» ACTIVITY: Search the entries for the word "header" and report each line that has it.

» THE DATA:
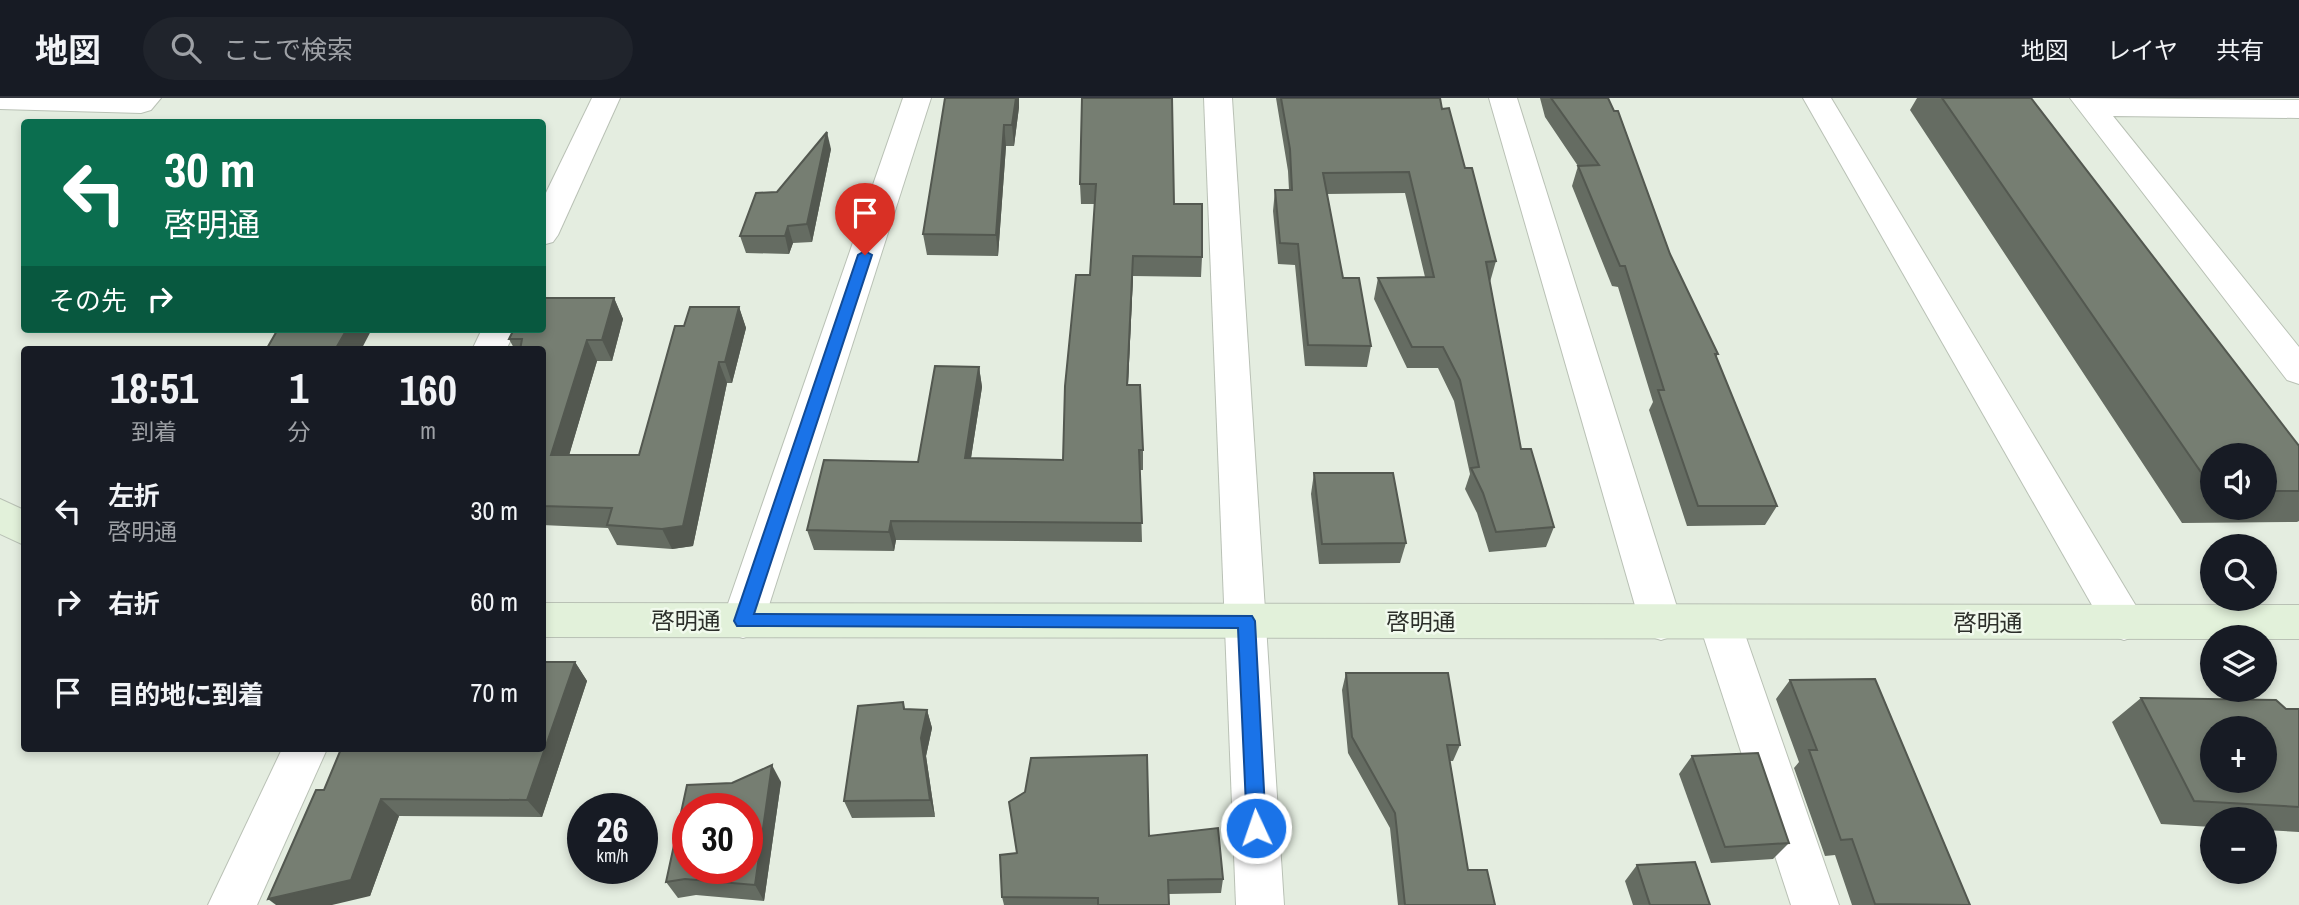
<!DOCTYPE html>
<html lang="ja">
<meta charset="utf-8">
<style>
:root{--surface:#171b24;--page:#20242c;--text:#f1f3f6;--muted:#9ea1a6;--line:#363941}
body{margin:0;font-family:"Archivo Narrow","Noto Sans JP",sans-serif;background:var(--page);color:var(--text);height:100vh;display:flex;flex-direction:column;font-size:26px;white-space:nowrap}
*{box-sizing:border-box;margin:0}
p{font-size:23px;color:var(--muted)}
.icon{flex:none;width:38px;height:38px;fill:none;stroke:currentColor;stroke-width:2;stroke-linecap:round;stroke-linejoin:round}
.map{position:relative;flex:1;overflow:hidden}
.side{position:absolute;left:21px;top:248px;width:525px;height:406px;display:flex;flex-direction:column;background:var(--surface);border-radius:7px;box-shadow:0 4px 10px #0003}
.side>*{flex:none}
.hud{position:absolute;left:21px;top:21px;width:525px;height:214px;border-radius:7px;box-shadow:0 4px 10px #0003;background:#0b6e4f;color:#fff;overflow:hidden}
.tools{position:absolute;left:2200px;top:345px;display:grid;gap:14px}
.tools a{display:grid;place-items:center;width:77px;height:77px;border-radius:50%;background:var(--surface);box-shadow:0 4px 10px #0003;font-size:35px}
.speed{position:absolute;left:567px;top:695px;display:flex;gap:14px;font-size:35px;font-weight:700;text-align:center}
.speed>*{display:grid;place-content:center;width:91px;height:91px;border-radius:50%;background:var(--surface);box-shadow:0 4px 10px #0003;line-height:1}
.speed small{font-size:18px;font-weight:400}
.speed .limit{border:10px solid #d22;background:#fff;color:#111}
.pin{position:absolute;display:grid;place-items:center;width:60px;height:60px;color:#fff;margin:-72px -30px;border-radius:50% 50% 50% 0;rotate:-45deg;box-shadow:0 0 7px #0007}
.pin .icon{rotate:45deg}
.me{position:absolute;width:77px;margin:-38px;rotate:357deg;stroke-linejoin:round;filter:drop-shadow(0 0 5px #0008)}
.turn{display:flex;align-items:center;gap:24px;height:147px;padding:0 28px;font-size:32px}
.turn .icon{width:91px;height:91px;stroke-width:2.5}
.turn b{display:block;font-size:49px;line-height:60px}
.then{display:flex;align-items:center;height:66px;padding:0 28px;background:#0003;gap:14px;font-size:26px}
.eta{display:flex;justify-content:space-evenly;align-items:center;height:119px;text-align:center}
.eta b{font-size:42px;font-weight:700;line-height:49px}
ul{padding:0;list-style:none}
li{display:flex;align-items:center;gap:21px;height:91px;padding:0 28px}
li div{flex:1}
li b{display:block;font-size:26px}
li em{font-style:normal}
header{display:flex;align-items:center;gap:42px;box-sizing:border-box;height:98px;padding:0 35px;background:var(--surface);border-bottom:2px solid var(--line)}
header strong{font-size:33px}
nav{display:flex;gap:38px;margin-inline-start:auto;font-size:24px}
.search{width:490px;height:63px;background:var(--page);display:flex;align-items:center;gap:18px;box-sizing:border-box;padding:0 24px;border-radius:38px;color:var(--muted);font-size:26px}
.map>svg:first-child{display:block}
</style>
<header>
<strong>地図</strong>
<div class="search"><svg class="icon" aria-label="search" viewBox="0 0 24 24"><circle cx="10" cy="10" r="6"/><path d="M15 15l6 6"/></svg>ここで検索</div>
<nav><a>地図</a><a>レイヤ</a><a>共有</a></nav>
</header>
<div class="map">
<svg width="2299" height="807" viewBox="0 0 2299 807">
<rect width="100%" height="100%" fill="#e4ede0"/>
<g fill="none" stroke-linecap="round" stroke-linejoin="round">
<!-- street casing -->
<g stroke="#b9c1b5" stroke-width="2">
<g id="street">
<path d="M0,0H161L151,12L141,15L0,11Z"/>
<path d="M592,0H620L558,137L553,144L542,147V103Z"/>
<path d="M903,0H931L764,523L758,535L743,540L728,535L722,523Z"/>
<path d="M1204,0H1232L1284,807H1236Z"/>
<path d="M1489,0H1517L1682,525L1676,537L1661,542L1646,537L1640,525Z"/>
<path d="M1803,0H1831L2139,513L2145,525L2139,537L2124,542L2109,537Z"/>
<path d="M2070,0L2299,2V20L2113,18L2299,249V286L2287,282Z"/>
<path d="M482,231H516L506,252H472Z"/>
<path d="M1720,508L1735,513L1741,525L1839,807H1791L1699,525L1705,513Z"/>
<path d="M282,651H327L257,807H208Z"/>
</g>
</g>
<!-- secondary casing -->
<g stroke="#b9c1b5" stroke-width="2">
<g id="secondary">
<path d="M0,401L24,412V447L0,436Z"/>
<path d="M542,505L2299,507V541H2264V539H2212V541L542,539Z"/>
</g>
</g>
<!-- street -->
<use href="#street" fill="#fff" fill-rule="evenodd"/>
<!-- secondary -->
<use href="#secondary" fill="#e2f1da" fill-rule="evenodd"/>
</g>
<!-- wall -->
<g fill="#656c62" fill-rule="evenodd">
<path d="M945,0L1019,9L1014,48H1006L998,158L927,157L923,136Z"/>
<path d="M1082,0L1174,106L1202,159L1201,179L1133,178L1128,287L1143,352V372H1140L1142,444L896,442L894,453L814,452L807,432L918,364L979,269L982,289L971,360L1063,362L1090,177L1095,106H1081L1080,86Z"/>
<path d="M1276,0H1440L1442,11L1465,70L1496,163L1490,184L1521,351L1554,429L1546,449L1489,454L1477,415L1465,391L1470,376L1454,303L1438,270H1407L1374,201L1378,180L1425,179L1405,95L1327,96L1343,180L1371,248L1367,269L1305,268L1295,167L1278,166L1273,113L1275,92H1289L1288,73Z"/>
<path d="M1540,0H1608L1670,156L1718,256L1716,259L1777,408L1765,427L1687,428L1649,312L1653,304L1618,189L1612,188L1572,88L1578,68L1545,19Z"/>
<path d="M1917,0H2031L2299,348V423L2297,424L2182,425L1910,12ZM2212,357H2264V410H2212Z"/>
<path d="M831,51L812,144L793,145L789,156L746,155L740,138L777,94Z"/>
<path d="M614,200L623,221L612,263H597L569,357H639L684,228L739,209L746,230L732,285H727L693,448L672,451L617,447L608,430L542,427V252H515L509,241Z"/>
<path d="M1314,375L1406,445L1400,465L1319,466L1311,396Z"/>
<path d="M575,564L587,583L542,719L399,718L370,798L324,692Z"/>
<path d="M1346,575L1460,647L1453,663H1450L1468,772L1495,807H1398L1390,730L1348,655L1342,592Z"/>
<path d="M1790,582L1969,807H1852L1835,757L1825,758L1794,670L1799,664L1776,601Z"/>
<path d="M2141,600L2286,611H2299V734L2264,732V721H2212V729L2161,726L2112,624Z"/>
<path d="M903,604L905,611L927,612L932,630L926,658L935,719L852,720L844,703Z"/>
<path d="M1692,658L1789,745L1773,761L1711,765L1679,676Z"/>
<path d="M781,684L764,803L696,797L678,800L666,784Z"/>
<path d="M1149,738L1223,781L1221,795L1169,796V807H1004L1002,799L1017,755Z"/>
<path d="M1637,767L1710,807H1633L1625,783Z"/>
</g>
<!-- shaded-wall -->
<g fill="#535850">
<path d="M1016,0H1019V9L1014,48L1012,27Z"/>
<path d="M1004,27L1006,48L998,158L996,137Z"/>
<path d="M827,34L831,51L812,144L807,126Z"/>
<path d="M788,128L793,145L789,156L785,138Z"/>
<path d="M1133,158V178L1127,307V287Z"/>
<path d="M614,200L623,221L612,263L602,242Z"/>
<path d="M739,209L746,230L732,285L725,264Z"/>
<path d="M347,231H372L361,252H335Z"/>
<path d="M587,242L597,263L563,378L551,357Z"/>
<path d="M719,264L727,285L693,448L672,451L662,431Z"/>
<path d="M979,269L982,289L968,379L965,360Z"/>
<path d="M891,423L896,442L894,453L889,434Z"/>
<path d="M575,564L587,583L542,719L527,702Z"/>
<path d="M927,612L932,630L926,658L935,719L930,702L921,640Z"/>
<path d="M772,667L781,684L764,803L755,787Z"/>
<path d="M381,701L399,718L370,798L332,807H276L268,801Z"/>
</g>
<!-- building -->
<g fill="#767e72" stroke="#535850" stroke-width="2" fill-rule="evenodd">
<path d="M945,0H1016L1012,27H1004L996,137L923,136Z"/>
<path d="M1082,0H1172L1174,106H1202V159L1133,158L1127,287H1140L1143,352H1139L1142,425L891,423L889,434L807,432L824,362L918,364L935,268L979,269L965,360L1063,362L1065,288L1076,177H1090L1096,86H1080Z"/>
<path d="M1281,0H1440L1442,11L1449,10L1465,70H1472L1496,163L1486,164L1521,351H1531L1554,429L1496,434L1483,395L1471,370L1479,369L1460,282L1443,249H1412L1378,180L1434,179L1409,74L1323,75L1343,180H1359L1371,248L1308,247L1298,146L1280,145L1275,92H1292L1290,51Z"/>
<path d="M1551,0H1608L1614,13H1618L1670,156L1718,256H1715L1777,408H1698L1658,292H1664L1625,168H1620L1578,68L1599,67Z"/>
<path d="M1942,0H2031L2299,348V393H2264V357H2212V390Z"/>
<path d="M827,34L807,126L788,128L785,138H740L756,95L777,94Z"/>
<path d="M542,200H614L602,242H587L551,357H639L675,228H684L690,209H739L725,264H719L683,428L662,431L607,427L612,410L542,408V252H520L522,241H509L514,231H542Z"/>
<path d="M278,231H347L335,252H266Z"/>
<path d="M1314,375H1393L1406,445L1322,446Z"/>
<path d="M542,564H575L527,702L381,701L351,782L268,801L316,692H324L341,651H542Z"/>
<path d="M1346,575H1448L1460,647H1447L1468,772H1487L1495,807H1405L1395,715L1352,639Z"/>
<path d="M1875,581L1970,807L1875,806L1852,741L1841,742L1809,652H1817L1790,582Z"/>
<path d="M2141,600L2276,602L2286,611H2299V709L2194,703ZM2212,630H2264V682H2212Z"/>
<path d="M903,604L904,611L927,612L921,640L930,702L844,703L858,608Z"/>
<path d="M1758,655L1789,745L1725,749L1692,658Z"/>
<path d="M1147,657L1149,738L1218,730L1223,781L1168,782L1169,807H1098V800L1002,799L1000,757L1017,755L1009,704L1025,694L1031,660Z"/>
<path d="M772,667L755,787L685,781L666,784L687,687L732,685ZM688,710H747V770H688Z"/>
<path d="M1695,764L1710,807H1650L1637,767Z"/>
</g>
<!-- route -->
<path fill="#1a73e8" stroke="#114b97" stroke-width="2" d="M865,153L872,157L754,516L1252,518L1255,523L1266,730L1263,736L1256,739L1249,736L1247,730L1238,530L737,528L734,523L858,157Z"/>
<g text-anchor="middle" stroke-width="5" stroke-linejoin="round" paint-order="stroke">
<!-- street labels -->
<g font-size="23" fill="#2c2f2a" stroke="#f1faed">
<text x="686" y="531">啓明通</text>
<text x="1421" y="532">啓明通</text>
<text x="1988" y="533">啓明通</text>
</g>
</g>
</svg>
<div class="tools">
<a><svg class="icon" aria-label="sound" viewBox="0 0 24 24"><path d="M4 9h4l5-4v14l-5-4H4zM17 9q2 3 0 6"/></svg></a>
<a><svg class="icon" aria-label="search" viewBox="0 0 24 24"><circle cx="10" cy="10" r="6"/><path d="M15 15l6 6"/></svg></a>
<a><svg class="icon" aria-label="layers" viewBox="0 0 24 24"><path d="M12 4l9 5-9 5-9-5zM3 14l9 5 9-5"/></svg></a>
<a>+</a>
<a>−</a>
</div>
<div class="speed"><div>26<small>km/h</small></div><div class="limit">30</div></div>
<div class="pin" style="left:865px;top:157px;background:#d93025"><svg class="icon" aria-label="arrive" viewBox="0 0 24 24"><path d="M6 21V4h12l-3 4 3 4H6"/></svg></div>
<svg class="me" style="left:1256px;top:730px" viewBox="-20 -20 40 40"><circle r="17" fill="#1a73e8" stroke="#fff" stroke-width="3"/><path d="M0-11L8 9 0 5-8 9z" fill="#fff"/></svg>
<div class="hud">
<div class="turn"><svg class="icon" aria-label="left" viewBox="0 0 24 24"><path d="M17 20v-9H6M10 6l-5 5 5 5"/></svg><div><b>30 m</b>啓明通</div></div>
<div class="then">その先<svg class="icon" aria-label="right" viewBox="0 0 24 24"><path d="M7 20v-9h11M14 6l5 5-5 5"/></svg></div>
</div>
<section class="side">
<div class="eta">
<div><b>18:51</b><p>到着</p></div>
<div><b>1</b><p>分</p></div>
<div><b>160</b><p>m</p></div>
</div>
<ul>
<li><svg class="icon" aria-label="left" viewBox="0 0 24 24"><path d="M17 20v-9H6M10 6l-5 5 5 5"/></svg><div><b>左折</b><p>啓明通</p></div><em>30 m</em></li>
<li><svg class="icon" aria-label="right" viewBox="0 0 24 24"><path d="M7 20v-9h11M14 6l5 5-5 5"/></svg><div><b>右折</b></div><em>60 m</em></li>
<li><svg class="icon" aria-label="arrive" viewBox="0 0 24 24"><path d="M6 21V4h12l-3 4 3 4H6"/></svg><div><b>目的地に到着</b></div><em>70 m</em></li>
</ul>
</section>
</div>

» RESPONSE:
header{display:flex;align-items:center;gap:42px;box-sizing:border-box;height:98px;padding:0 35px;background:var(--surface);border-bottom:2px solid var(--line)}
header strong{font-size:33px}
<header>
</header>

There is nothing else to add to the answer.